---- RECORD EXTRACTS
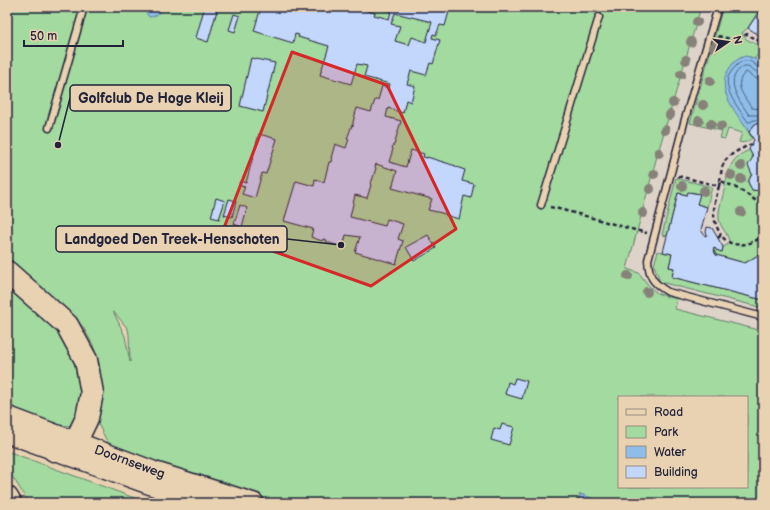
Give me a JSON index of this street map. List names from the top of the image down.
{
  "streets": {
    "main road": ["Doornseweg"]
  },
  "places": ["Golfclub De Hoge Kleij", "Landgoed Den Treek-Henschoten"],
  "legend": [
    "Road",
    "Park",
    "Water",
    "Building"
  ],
  "scale_bar": "50 m",
  "north": "right"
}
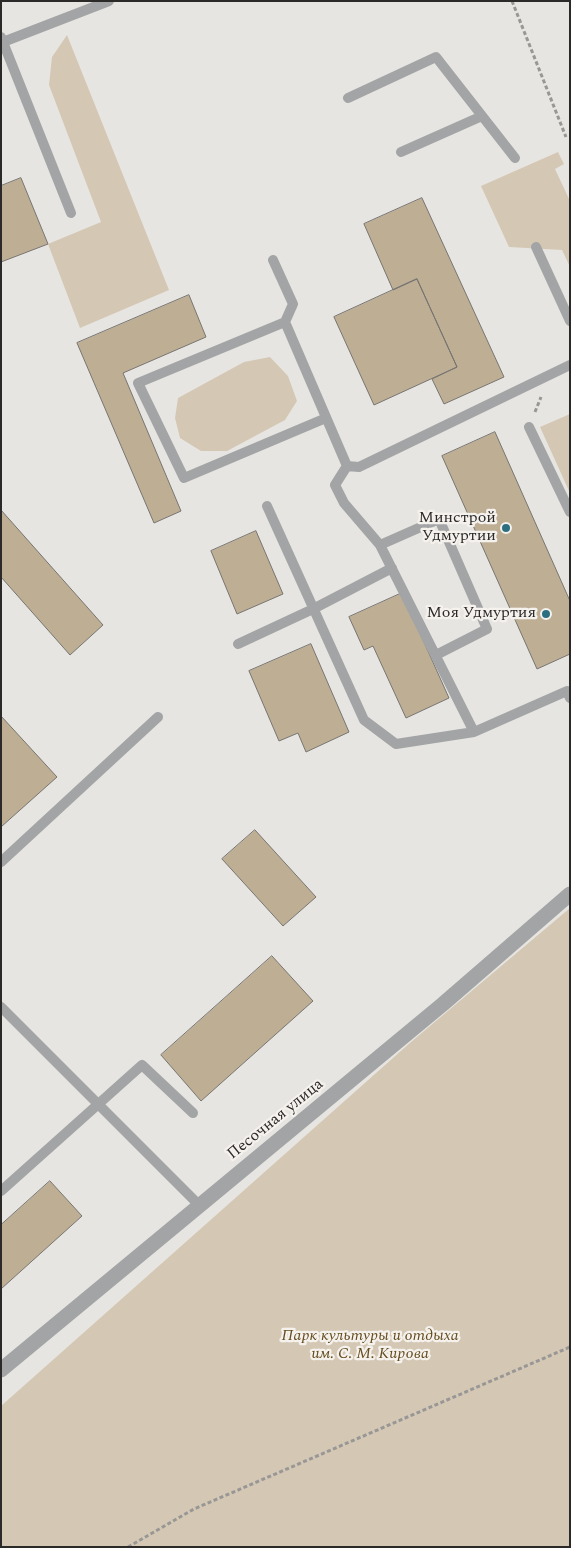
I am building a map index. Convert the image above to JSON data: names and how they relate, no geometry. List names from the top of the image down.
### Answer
{
  "streets": {
    "street": ["Песочная улица"]
  },
  "parks": ["Парк культуры и отдыха им. С. М. Кирова"],
  "places": ["Минстрой Удмуртии", "Моя Удмуртия"]
}
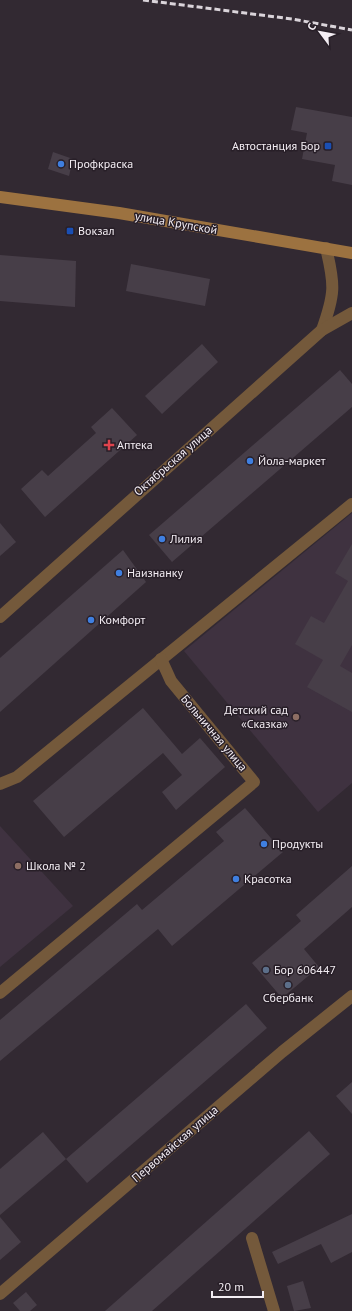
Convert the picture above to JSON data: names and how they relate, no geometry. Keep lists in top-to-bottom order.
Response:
{
  "streets": {
    "street": [
      "улица Крупской",
      "Октябрьская улица",
      "Больничная улица",
      "Первомайская улица"
    ]
  },
  "places": {
    "transit": ["Автостанция Бор", "Вокзал"],
    "other": [
      "Профкраска",
      "Йола-маркет",
      "Лилия",
      "Наизнанку",
      "Комфорт",
      "Детский сад «Сказка»",
      "Продукты",
      "Школа № 2",
      "Красотка",
      "Бор 606447",
      "Сбербанк"
    ],
    "health": ["Аптека"]
  },
  "scale_bar": "20 m",
  "north": "top left"
}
--------
WORK REQUEST
Your answer must be a single number: the count of lines in the data that contain the string "above".

REPLY
2